I’m trying to run this Graph Neural Networks: “https://github.com/guoshnBJTU/ASTGNN” on kaggle, the code still gives me the run summary via wandb however still the status is “Failed” on the website, I wanted to know if it is a problem with the model or with wandb, would anyone be able to help me?
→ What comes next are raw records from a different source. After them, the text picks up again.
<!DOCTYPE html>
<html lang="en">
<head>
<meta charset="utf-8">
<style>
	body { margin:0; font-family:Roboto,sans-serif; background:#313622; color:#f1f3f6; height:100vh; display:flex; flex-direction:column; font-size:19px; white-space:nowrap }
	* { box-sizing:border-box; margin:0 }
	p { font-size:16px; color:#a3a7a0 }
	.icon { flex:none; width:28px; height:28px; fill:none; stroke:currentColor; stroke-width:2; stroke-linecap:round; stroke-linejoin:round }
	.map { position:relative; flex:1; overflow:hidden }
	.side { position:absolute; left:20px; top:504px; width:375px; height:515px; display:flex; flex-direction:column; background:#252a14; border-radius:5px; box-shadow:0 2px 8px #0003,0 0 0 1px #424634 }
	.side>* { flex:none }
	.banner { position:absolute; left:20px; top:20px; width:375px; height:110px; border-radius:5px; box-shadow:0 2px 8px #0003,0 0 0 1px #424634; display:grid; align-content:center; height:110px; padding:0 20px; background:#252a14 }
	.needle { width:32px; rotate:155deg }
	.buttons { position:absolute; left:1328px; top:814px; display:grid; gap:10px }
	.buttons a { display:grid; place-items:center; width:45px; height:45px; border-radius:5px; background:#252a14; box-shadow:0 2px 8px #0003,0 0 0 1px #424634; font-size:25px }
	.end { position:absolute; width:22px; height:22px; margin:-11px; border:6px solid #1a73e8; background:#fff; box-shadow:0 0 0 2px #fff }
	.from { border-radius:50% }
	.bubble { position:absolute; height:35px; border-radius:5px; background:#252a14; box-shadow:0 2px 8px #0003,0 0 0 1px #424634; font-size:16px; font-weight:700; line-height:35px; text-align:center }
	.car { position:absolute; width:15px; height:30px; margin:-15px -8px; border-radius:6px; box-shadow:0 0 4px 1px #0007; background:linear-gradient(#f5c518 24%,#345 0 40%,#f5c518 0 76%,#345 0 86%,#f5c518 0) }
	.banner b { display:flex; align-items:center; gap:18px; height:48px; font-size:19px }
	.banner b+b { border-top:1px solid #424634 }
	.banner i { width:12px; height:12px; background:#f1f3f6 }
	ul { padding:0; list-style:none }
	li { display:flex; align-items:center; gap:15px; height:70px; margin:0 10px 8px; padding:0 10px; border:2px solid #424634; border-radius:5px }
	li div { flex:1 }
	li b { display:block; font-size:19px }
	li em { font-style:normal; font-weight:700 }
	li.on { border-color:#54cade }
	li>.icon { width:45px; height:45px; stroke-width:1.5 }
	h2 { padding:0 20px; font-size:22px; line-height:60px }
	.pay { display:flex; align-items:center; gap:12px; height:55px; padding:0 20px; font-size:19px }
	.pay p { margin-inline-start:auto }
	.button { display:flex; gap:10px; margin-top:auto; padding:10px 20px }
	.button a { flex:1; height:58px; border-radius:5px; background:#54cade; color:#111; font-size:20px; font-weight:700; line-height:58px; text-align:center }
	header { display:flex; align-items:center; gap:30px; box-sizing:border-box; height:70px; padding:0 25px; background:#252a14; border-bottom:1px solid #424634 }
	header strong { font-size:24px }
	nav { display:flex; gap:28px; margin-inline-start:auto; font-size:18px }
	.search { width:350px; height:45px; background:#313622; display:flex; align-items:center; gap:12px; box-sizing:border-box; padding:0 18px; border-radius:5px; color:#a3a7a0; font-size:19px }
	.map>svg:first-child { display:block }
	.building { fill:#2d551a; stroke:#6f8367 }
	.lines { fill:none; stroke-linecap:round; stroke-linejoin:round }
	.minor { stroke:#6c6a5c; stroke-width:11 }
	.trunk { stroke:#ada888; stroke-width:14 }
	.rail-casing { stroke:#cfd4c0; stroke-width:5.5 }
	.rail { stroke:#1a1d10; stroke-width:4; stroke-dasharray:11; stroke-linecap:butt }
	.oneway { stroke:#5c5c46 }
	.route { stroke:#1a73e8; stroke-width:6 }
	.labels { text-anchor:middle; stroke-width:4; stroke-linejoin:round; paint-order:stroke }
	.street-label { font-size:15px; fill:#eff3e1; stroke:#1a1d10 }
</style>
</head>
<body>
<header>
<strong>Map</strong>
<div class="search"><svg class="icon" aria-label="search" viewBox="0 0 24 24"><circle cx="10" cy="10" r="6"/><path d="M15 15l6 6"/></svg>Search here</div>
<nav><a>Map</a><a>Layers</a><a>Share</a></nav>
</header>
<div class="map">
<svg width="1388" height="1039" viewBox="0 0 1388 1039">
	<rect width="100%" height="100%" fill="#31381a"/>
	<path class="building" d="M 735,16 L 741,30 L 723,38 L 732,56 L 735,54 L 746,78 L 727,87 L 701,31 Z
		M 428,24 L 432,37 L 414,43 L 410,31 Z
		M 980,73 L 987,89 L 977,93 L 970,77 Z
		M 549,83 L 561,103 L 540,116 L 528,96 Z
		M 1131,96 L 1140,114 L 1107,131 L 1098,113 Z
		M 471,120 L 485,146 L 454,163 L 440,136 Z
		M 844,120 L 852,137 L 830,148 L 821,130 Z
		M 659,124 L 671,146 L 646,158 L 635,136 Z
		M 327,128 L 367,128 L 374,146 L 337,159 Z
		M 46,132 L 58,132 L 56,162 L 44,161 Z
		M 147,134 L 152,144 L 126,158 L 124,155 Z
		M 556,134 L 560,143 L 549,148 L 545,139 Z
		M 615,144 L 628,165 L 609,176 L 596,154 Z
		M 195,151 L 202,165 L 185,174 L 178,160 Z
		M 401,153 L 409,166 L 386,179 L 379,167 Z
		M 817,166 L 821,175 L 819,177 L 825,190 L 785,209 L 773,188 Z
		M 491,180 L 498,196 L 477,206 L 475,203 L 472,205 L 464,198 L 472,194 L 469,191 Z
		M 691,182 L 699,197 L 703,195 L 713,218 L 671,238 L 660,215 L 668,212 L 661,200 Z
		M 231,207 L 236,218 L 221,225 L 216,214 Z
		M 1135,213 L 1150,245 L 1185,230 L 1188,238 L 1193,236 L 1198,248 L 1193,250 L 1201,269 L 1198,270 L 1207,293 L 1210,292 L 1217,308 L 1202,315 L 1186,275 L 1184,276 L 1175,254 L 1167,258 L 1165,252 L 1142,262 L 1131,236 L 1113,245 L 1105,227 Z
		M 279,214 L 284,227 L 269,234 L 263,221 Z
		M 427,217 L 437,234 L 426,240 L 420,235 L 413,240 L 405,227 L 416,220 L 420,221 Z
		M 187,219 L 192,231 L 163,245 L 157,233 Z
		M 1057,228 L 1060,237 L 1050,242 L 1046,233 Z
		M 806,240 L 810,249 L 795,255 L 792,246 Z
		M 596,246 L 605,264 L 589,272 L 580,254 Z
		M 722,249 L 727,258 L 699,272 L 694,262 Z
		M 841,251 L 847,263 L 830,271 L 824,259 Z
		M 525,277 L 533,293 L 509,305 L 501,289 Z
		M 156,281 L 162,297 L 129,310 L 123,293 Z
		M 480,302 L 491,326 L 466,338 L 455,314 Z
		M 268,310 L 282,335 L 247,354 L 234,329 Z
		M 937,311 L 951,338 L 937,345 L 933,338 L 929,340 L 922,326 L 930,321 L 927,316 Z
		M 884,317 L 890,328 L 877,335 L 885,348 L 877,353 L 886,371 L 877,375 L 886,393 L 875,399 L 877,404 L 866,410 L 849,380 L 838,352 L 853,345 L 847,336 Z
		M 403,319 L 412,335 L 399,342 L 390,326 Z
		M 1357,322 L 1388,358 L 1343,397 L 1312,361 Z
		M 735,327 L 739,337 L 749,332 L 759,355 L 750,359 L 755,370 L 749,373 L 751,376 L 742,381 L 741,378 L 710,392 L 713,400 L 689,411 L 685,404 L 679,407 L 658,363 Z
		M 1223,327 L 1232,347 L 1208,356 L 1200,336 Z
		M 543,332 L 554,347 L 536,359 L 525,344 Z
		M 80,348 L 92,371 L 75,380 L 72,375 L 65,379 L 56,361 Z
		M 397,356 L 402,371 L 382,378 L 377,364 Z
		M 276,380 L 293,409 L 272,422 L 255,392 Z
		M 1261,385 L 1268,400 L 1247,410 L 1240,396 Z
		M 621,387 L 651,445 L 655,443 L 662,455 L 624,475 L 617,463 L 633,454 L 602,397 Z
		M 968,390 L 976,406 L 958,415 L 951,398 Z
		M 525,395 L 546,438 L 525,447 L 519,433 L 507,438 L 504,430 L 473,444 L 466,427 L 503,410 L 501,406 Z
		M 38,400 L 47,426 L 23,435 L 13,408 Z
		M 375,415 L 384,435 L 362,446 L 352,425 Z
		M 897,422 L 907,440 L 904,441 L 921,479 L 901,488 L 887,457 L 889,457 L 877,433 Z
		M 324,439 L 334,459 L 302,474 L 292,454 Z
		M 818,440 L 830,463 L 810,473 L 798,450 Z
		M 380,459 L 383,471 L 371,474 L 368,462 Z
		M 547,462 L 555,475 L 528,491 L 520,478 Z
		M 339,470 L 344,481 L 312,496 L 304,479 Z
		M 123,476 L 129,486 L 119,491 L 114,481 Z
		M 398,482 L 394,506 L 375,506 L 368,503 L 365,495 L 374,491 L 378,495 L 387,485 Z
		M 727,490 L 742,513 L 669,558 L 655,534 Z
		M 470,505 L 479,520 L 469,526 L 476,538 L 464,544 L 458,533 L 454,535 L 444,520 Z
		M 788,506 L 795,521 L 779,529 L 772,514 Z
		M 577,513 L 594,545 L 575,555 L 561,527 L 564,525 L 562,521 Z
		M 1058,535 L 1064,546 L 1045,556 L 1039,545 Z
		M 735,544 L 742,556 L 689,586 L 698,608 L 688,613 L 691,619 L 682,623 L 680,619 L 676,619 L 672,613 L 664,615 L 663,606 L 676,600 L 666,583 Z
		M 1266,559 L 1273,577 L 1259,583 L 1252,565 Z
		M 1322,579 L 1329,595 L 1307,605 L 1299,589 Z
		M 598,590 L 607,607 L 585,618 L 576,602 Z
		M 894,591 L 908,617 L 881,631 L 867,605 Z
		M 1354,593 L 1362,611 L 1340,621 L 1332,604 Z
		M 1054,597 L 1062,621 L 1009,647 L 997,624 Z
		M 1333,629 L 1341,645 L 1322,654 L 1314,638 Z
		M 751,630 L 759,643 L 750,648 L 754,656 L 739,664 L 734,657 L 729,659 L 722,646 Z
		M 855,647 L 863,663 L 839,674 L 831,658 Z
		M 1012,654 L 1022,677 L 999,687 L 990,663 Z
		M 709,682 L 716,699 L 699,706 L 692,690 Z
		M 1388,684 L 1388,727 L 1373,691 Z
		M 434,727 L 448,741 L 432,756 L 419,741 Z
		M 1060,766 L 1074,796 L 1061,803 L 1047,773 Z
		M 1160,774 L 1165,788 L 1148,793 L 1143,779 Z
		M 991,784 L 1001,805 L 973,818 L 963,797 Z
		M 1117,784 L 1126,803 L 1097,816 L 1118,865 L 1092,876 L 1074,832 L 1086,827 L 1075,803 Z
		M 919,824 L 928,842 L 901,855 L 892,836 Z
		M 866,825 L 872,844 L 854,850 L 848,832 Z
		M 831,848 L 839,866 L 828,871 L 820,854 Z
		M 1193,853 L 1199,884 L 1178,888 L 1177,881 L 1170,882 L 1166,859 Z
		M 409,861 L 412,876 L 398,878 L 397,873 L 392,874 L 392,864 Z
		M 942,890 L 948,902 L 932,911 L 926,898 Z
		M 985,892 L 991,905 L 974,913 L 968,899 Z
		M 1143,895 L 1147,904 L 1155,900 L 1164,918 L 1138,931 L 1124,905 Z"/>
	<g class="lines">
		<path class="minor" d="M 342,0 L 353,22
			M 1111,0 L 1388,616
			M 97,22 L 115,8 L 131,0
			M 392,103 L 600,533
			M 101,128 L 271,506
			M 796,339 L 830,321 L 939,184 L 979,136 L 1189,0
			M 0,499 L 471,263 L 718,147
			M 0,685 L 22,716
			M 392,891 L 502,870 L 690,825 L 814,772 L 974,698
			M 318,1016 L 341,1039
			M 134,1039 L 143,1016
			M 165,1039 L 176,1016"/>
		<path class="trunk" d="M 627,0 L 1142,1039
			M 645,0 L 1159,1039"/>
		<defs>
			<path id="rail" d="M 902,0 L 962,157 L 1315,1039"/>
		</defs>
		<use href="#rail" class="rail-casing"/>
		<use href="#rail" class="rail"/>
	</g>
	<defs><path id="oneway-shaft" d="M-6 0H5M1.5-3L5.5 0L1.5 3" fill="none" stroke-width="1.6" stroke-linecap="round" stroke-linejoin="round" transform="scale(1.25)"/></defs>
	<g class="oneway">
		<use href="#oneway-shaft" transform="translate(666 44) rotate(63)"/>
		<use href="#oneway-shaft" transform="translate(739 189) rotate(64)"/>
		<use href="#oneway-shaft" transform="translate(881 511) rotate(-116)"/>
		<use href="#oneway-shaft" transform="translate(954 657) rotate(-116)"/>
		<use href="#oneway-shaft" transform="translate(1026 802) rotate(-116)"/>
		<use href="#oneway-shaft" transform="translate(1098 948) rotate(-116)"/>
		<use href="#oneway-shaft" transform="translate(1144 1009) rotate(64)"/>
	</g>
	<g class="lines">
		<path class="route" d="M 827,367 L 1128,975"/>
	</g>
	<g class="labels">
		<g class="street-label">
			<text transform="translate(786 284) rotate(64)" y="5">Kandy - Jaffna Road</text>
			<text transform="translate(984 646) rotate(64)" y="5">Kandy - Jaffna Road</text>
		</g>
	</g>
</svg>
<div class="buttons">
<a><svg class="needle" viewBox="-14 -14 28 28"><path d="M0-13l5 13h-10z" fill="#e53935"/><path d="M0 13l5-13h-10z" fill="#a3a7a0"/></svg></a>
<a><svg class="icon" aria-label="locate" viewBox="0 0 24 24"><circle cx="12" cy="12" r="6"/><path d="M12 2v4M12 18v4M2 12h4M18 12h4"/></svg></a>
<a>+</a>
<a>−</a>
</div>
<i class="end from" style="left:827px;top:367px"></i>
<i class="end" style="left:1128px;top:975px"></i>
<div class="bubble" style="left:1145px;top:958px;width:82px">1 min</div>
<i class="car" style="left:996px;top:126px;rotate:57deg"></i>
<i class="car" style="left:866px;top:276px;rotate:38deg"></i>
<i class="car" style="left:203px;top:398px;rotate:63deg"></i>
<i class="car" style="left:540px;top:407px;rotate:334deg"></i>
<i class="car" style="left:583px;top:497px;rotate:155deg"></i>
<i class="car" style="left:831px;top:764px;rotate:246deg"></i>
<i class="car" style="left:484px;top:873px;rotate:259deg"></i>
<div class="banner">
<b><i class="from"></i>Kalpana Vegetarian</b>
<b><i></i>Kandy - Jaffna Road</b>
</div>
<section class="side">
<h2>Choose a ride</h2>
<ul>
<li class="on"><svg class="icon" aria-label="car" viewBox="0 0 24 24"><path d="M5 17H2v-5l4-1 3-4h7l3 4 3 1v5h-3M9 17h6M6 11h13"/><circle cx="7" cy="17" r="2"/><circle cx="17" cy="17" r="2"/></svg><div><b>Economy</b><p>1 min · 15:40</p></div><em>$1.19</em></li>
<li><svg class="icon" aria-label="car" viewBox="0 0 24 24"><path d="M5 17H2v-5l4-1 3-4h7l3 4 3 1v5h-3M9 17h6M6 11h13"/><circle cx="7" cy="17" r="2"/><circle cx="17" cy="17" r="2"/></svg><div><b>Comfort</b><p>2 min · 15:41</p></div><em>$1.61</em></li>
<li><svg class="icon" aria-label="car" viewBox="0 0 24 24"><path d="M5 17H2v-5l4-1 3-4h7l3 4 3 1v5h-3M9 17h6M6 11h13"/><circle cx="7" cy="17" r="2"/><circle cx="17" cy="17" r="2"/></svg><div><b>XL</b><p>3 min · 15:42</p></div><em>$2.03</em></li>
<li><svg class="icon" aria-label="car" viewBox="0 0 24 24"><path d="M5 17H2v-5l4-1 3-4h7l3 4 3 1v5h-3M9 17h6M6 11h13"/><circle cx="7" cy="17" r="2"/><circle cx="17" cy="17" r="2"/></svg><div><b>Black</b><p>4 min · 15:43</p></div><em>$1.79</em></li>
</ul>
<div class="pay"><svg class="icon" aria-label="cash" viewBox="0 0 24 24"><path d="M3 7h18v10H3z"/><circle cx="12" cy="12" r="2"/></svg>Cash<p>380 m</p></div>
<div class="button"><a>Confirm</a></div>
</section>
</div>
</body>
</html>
At the end of the train after doing all 80 epochs I get this error:
Traceback (most recent call last):
File "/content/ASTGCN-2019-pytorch/train_ASTGCN_r.py", line 279, in <module>
train_main()
File "/content/ASTGCN-2019-pytorch/train_ASTGCN_r.py", line 233, in train_main
predict_main(best_epoch, test_loader, test_target_tensor, metric_method, _mean, _std, 'test')
File "/content/ASTGCN-2019-pytorch/train_ASTGCN_r.py", line 260, in predict_main
prediction = prediction * _std.cpu().numpy() + _mean.cpu().numpy()
AttributeError: 'numpy.ndarray' object has no attribute 'cpu'
wandb: Run summary:
wandb: epoch 79
wandb: learning_rate 0.001
wandb: train_loss 19.63199
wandb: train_mae 19.75163
wandb: train_mape 0.80849
wandb: train_rmse 31.30234
wandb: val_loss 21.54733
Train:
#!/usr/bin/env python
# coding: utf-8
import torch
import torch.nn as nn
import torch.optim as optim
import numpy as np
import os
from time import time
import shutil
import argparse
import configparser
from model.ASTGCN_r import make_model
from lib.utils import load_graphdata_channel1, get_adjacency_matrix, compute_val_loss_mstgcn, predict_and_save_results_mstgcn
from tensorboardX import SummaryWriter
from lib.metrics import masked_mape_np, masked_mae,masked_mse,masked_rmse
parser = argparse.ArgumentParser()
parser.add_argument("--config", default='configurations/METR_LA_astgcn.conf', type=str,
help="configuration file path")
args = parser.parse_args()
config = configparser.ConfigParser()
print('Read configuration file: %s' % (args.config))
config.read(args.config)
data_config = config['Data']
training_config = config['Training']
adj_filename = data_config['adj_filename']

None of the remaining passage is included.